Pensez aux régionalistes wallons au PS, toute une histoire, autant de figures et la revendication clé de gérer son propre enseignement et sa culture, partant de supprimer la Communauté française. Les temps changent, les réformes institutionnelles se sont empilées, la Région wallonne, la bruxelloise derrière, ont acquis une autonomie relative, la plupart s’en satisfont. Tout le monde au PS s’est aligné sur les conclusions d’un « congrès wallon » organisé en catimini fin 2022 où Paul Magnette a tracé la nouvelle ligne : on est régionalistes, mais on est aussi communautaristes, pas touche au lien entre francophones. D’où aujourd’hui ce compromis qui renforce les Régions sans zapper la Communauté : dites plus que jamais Fédération Wallonie-Bruxelles.

La voie est libre côté libéral également, là aussi le parti s’est fait plus souple, plus fluide quand il s’agit du débat entre régionalistes et communautaristes, et de la confrontation avec la Flandre. Il est loin le temps de Jean Gol et sa « nation francophone », son projet d’unir les francophones à la France (demandez à Jules Gheude), qui avait laissé des traces longtemps dans les rapports de forces dans le parti. Le débat général régionalistes-communautaristes s’est éteint chez les bleus, ponctué ces dernières années par le passage de Pierre-Yves Jeholet, régionaliste wallon pur et dur jusque-là, à la ministre-présidence de la Communauté, enfin avec l’arrivée de Georges-Louis Bouchez à la Toison d’Or, « belgicain » avant tout, qui s’en est ouvert à plusieurs reprises dans des interviews. Conclusion : le MR reste traversé d’opinions différentes, mais l’affrontement entre francophonissimes (pensez par exemple à la période FDF, qui était associé au MR) et régionalistes a vécu, les verrous ont sauté, on avance.

Ecolo, même chose. Ici, à vrai dire, le débat institutionnel en général, le clivage Wallonie-Bruxelles, l’exaltation du régionalisme wallon – qui, en général aux yeux des verts, confinait, soutenaient-ils, au nationalisme –, tout cela n’a jamais été central réellement. L’ancrage régional a un sens chez Ecolo (c’est vrai depuis Jacky Morael jusqu’à Jean-Marc Nollet), mais la Communauté, l’enseignement et la culture « francophones », c’est un incontournable. Le projet de compromis sur la table est totalement vert compatible.

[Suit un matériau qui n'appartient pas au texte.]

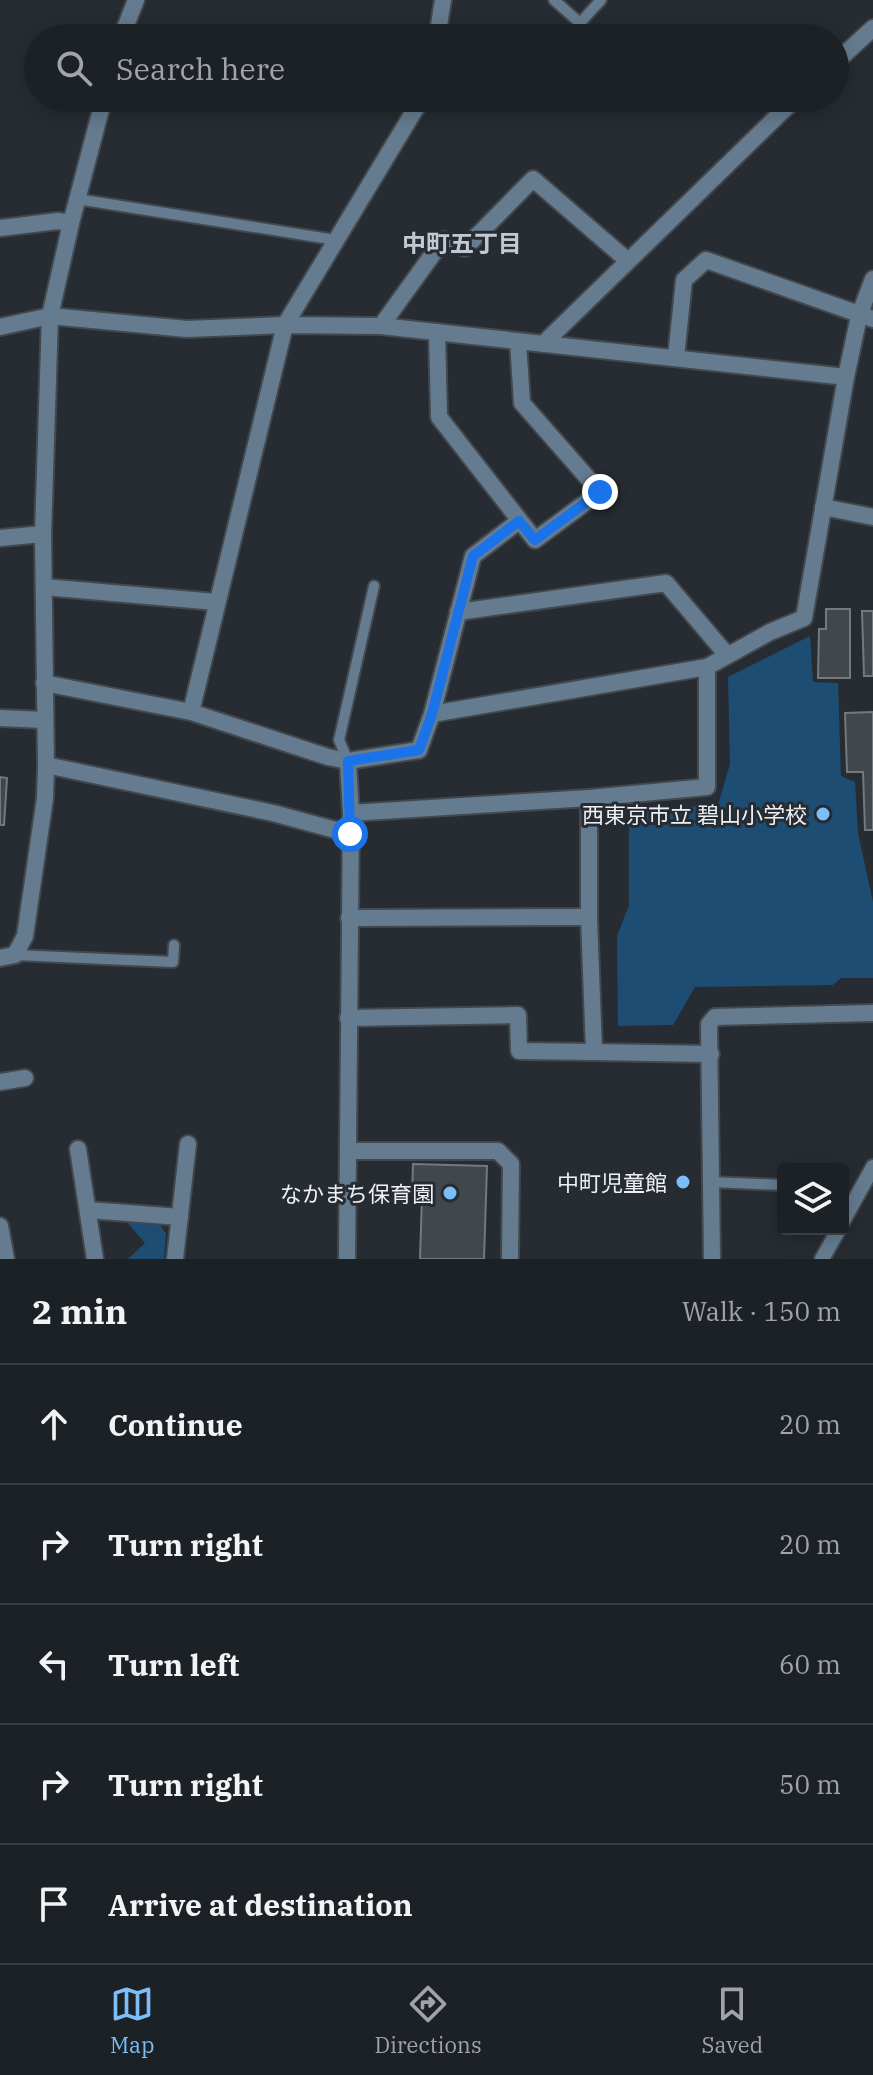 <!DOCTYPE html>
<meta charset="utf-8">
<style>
body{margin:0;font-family:"IBM Plex Serif","Noto Sans JP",serif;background:#25292e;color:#f1f3f6}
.controls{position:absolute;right:24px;bottom:24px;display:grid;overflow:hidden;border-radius:8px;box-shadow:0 4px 20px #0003}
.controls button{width:72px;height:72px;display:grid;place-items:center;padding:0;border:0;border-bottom:2px solid #3a3e43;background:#1c2126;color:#f1f3f6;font:40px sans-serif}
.stop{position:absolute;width:24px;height:24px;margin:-18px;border:6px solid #1a73e8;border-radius:50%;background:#fff}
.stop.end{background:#1a73e8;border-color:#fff;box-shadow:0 2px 8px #0008}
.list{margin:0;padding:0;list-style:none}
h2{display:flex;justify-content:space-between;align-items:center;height:104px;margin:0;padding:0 32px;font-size:34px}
h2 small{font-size:26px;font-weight:400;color:#a0a3a7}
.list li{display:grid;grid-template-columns:52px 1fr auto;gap:24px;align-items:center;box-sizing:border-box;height:120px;padding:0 32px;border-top:2px solid #3a3e43}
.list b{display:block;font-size:30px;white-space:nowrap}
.list em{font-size:26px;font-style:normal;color:#a0a3a7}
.icon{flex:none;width:44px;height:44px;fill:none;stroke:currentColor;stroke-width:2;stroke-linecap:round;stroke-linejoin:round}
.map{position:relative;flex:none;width:873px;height:1259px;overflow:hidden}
.search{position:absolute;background:#1c2126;box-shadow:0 4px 20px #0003;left:24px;right:24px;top:24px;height:88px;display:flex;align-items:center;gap:20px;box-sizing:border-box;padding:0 28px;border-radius:44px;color:#a0a3a7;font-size:30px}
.sheet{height:704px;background:#1c2126}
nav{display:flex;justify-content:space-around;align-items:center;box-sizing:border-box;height:112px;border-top:2px solid #3a3e43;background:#1c2126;font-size:22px;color:#a0a3a7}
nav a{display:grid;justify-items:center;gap:4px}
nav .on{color:#7bbef8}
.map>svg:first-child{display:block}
</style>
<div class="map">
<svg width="873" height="1259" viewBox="0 0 873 1259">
<rect width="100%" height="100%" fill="#262c32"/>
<g fill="#1d4d73">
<polygon points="810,636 813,682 838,683 841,776 855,782 858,833 873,902 873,978 841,978 833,985 695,987 673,1025 618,1026 617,936 629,905 629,809 718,805 730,764 728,677"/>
<polygon points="126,1221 158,1223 166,1233 164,1259 128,1259 145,1243"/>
</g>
<g fill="#41474d" stroke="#72797f" stroke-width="2">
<polygon points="826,609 850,609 850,678 818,678 819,629 826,629"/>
<polygon points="862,611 873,611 873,676 864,676"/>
<polygon points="873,712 873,830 865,830 863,772 847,772 845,713"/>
<polygon points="0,777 7,778 4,825 0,825"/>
<polygon points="413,1164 487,1166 484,1259 420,1259 422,1196 412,1196"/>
</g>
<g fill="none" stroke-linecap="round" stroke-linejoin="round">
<defs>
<g id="service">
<polyline points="554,0 580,23 601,0"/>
<polyline points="77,199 336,240"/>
<polyline points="348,761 339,740 374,586"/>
<polyline points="15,955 173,962 174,945"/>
<polyline points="711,1182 783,1185"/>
</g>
<g id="pedestrian">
<polyline points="843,1221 873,1167"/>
<polyline points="822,1259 839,1229"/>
</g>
<g id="minor">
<polyline points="121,38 136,0"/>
<polyline points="437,38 443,0"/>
<polyline points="835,63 873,28"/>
<polyline points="422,98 285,325 191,712 328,757 348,761 419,750 432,714 707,667 770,632 804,618 846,377 859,316 873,279"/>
<polyline points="0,228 58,221 71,223"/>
<polyline points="381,326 443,240 465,248 533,179 627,260"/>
<polyline points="0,327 50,316 187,329 285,325 381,326 846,377"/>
<polyline points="437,332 439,417 535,540 600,492 522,403 518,341"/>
<polyline points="543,344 796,98"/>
<polyline points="676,357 684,280 706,260 873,319"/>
<polyline points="823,507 873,517"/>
<polyline points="0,538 43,534"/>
<polyline points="44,587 216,602"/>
<polyline points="458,612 666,583 727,655"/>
<polyline points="44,683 191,712"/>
<polyline points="432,714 473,556 519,521"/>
<polyline points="0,718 44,720"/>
<polyline points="46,765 273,813 350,834"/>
<polyline points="589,798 707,787 707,667"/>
<polyline points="351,813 589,798 589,917 594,1052 711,1054"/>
<polyline points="349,918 589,917"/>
<polyline points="0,958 15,955 25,936 45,798 46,765 43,534 50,316 71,223 104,98"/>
<polyline points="348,1018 518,1015 519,1051 594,1052"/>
<polyline points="0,1082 25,1078"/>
<polyline points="78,1149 95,1259"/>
<polyline points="348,1151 498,1151 511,1164 510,1259"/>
<polyline points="88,1210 180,1217"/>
<polyline points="0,1226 6,1259"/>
<polyline points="175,1259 188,1144"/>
<polyline points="347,1259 351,813 348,761"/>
<polyline points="712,1259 709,1024 715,1017 873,1013"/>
</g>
</defs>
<use href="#service" stroke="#42484d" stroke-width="14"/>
<use href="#pedestrian" stroke="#42484d" stroke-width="18"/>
<use href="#minor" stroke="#42484d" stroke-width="20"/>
<use href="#service" stroke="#657c90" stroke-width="10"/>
<use href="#pedestrian" stroke="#657c90" stroke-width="14"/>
<use href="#minor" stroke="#657c90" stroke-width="16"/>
</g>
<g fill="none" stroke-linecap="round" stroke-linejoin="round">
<polyline stroke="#1a73e8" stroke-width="10" points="350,834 348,761 419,750 432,714 473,556 519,521 535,540 600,492"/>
</g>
<g fill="#7bbef8" stroke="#262c32" stroke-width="3">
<circle cx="823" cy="814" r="8"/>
<circle cx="683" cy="1182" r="8"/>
<circle cx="450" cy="1193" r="8"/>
</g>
<g text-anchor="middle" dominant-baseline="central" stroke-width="6" stroke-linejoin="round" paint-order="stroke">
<g font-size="22" fill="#edf1f5" stroke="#262c32" text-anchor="end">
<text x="807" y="814">西東京市立 碧山小学校</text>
<text x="667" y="1182">中町児童館</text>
<text x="434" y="1193">なかまち保育園</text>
</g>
<g font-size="24" font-weight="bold" fill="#c2cad1" stroke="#262c32">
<text x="462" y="243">中町五丁目</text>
</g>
</g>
</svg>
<div class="controls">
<button><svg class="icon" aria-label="layers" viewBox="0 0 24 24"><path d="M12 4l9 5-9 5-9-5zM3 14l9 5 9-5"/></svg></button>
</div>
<div class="stop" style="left:350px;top:834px"></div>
<div class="stop end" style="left:600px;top:492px"></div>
<div class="search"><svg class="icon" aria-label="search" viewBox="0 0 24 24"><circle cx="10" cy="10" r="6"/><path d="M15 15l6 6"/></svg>Search here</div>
</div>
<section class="sheet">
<h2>2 min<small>Walk · 150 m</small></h2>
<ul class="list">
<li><svg class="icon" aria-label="ahead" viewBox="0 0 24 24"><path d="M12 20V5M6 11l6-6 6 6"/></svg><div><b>Continue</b></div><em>20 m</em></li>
<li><svg class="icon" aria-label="right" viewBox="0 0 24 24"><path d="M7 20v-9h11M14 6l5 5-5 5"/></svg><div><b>Turn right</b></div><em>20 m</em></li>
<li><svg class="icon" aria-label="left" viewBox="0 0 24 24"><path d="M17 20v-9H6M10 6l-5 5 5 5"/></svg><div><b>Turn left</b></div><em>60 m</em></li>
<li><svg class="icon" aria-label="right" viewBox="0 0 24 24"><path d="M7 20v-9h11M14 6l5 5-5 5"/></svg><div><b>Turn right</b></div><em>50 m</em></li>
<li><svg class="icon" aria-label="arrive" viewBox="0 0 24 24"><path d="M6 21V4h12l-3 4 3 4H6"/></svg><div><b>Arrive at destination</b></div></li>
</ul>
</section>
<nav>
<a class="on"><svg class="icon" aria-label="map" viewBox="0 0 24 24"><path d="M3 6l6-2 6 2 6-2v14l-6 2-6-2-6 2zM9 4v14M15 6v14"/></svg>Map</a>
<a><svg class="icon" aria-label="directions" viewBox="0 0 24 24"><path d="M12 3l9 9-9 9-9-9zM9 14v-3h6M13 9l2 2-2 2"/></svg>Directions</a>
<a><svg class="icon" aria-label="saved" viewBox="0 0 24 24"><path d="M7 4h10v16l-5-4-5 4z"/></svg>Saved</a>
</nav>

Parce que les gens en veulent

Ils en redemandent même. Toutes les enquêtes le montrent, les échanges sur les réseaux sociaux, les courriers des lecteurs, les dîners en ville, etc. Le discours dominant est celui-ci : il y a trop de gouvernements, trop d’élus, trop d’institutions, auxquelles, de surcroît, on n’y comprend plus rien… Les trois présidents francophones ne vivent pas sur mars, ils entendent, et cherchent l’adhésion populaire. Partant, le compromis du jour réduit le nombre de ministres, peut-être le nombre de parlementaires, il regroupe des compétences, simplifie, c’est dans l’air du temps, on y va.

Parce que c’est la campagne

On y va d’autant plus que la campagne est annoncée, avant la maxi-élection de juin 2024, fédérale, régionale, européenne, puis la communale et provinciale en octobre. Paul Magnette, Jean-Marc Nollet et Georges-Louis Bouchez ont tout à gagner en posant cet acte de concorde. C’est un geste fort qui détonne dans le climat de polémique et controverse où ils évoluent au moins depuis la formation du gouvernement Vivaldi, ça marque l’opinion, on dit bravo. Parmi les trois, Georges-Louis Bouchez peut espérer capitaliser en interne (s’il confirme), où l’on s’inquiétait de son splendide isolement.

En fait de campagne, les citoyens-électeurs francophones se réjouiront enfin de voir les trois présidents montrer qu’ils peuvent s’entendre à la veille d’une possible belle grosse explication communautaire nord-sud. C’est le premier signe depuis longtemps d’une pas impossible entente avant d’aller au feu, c’est déjà ça.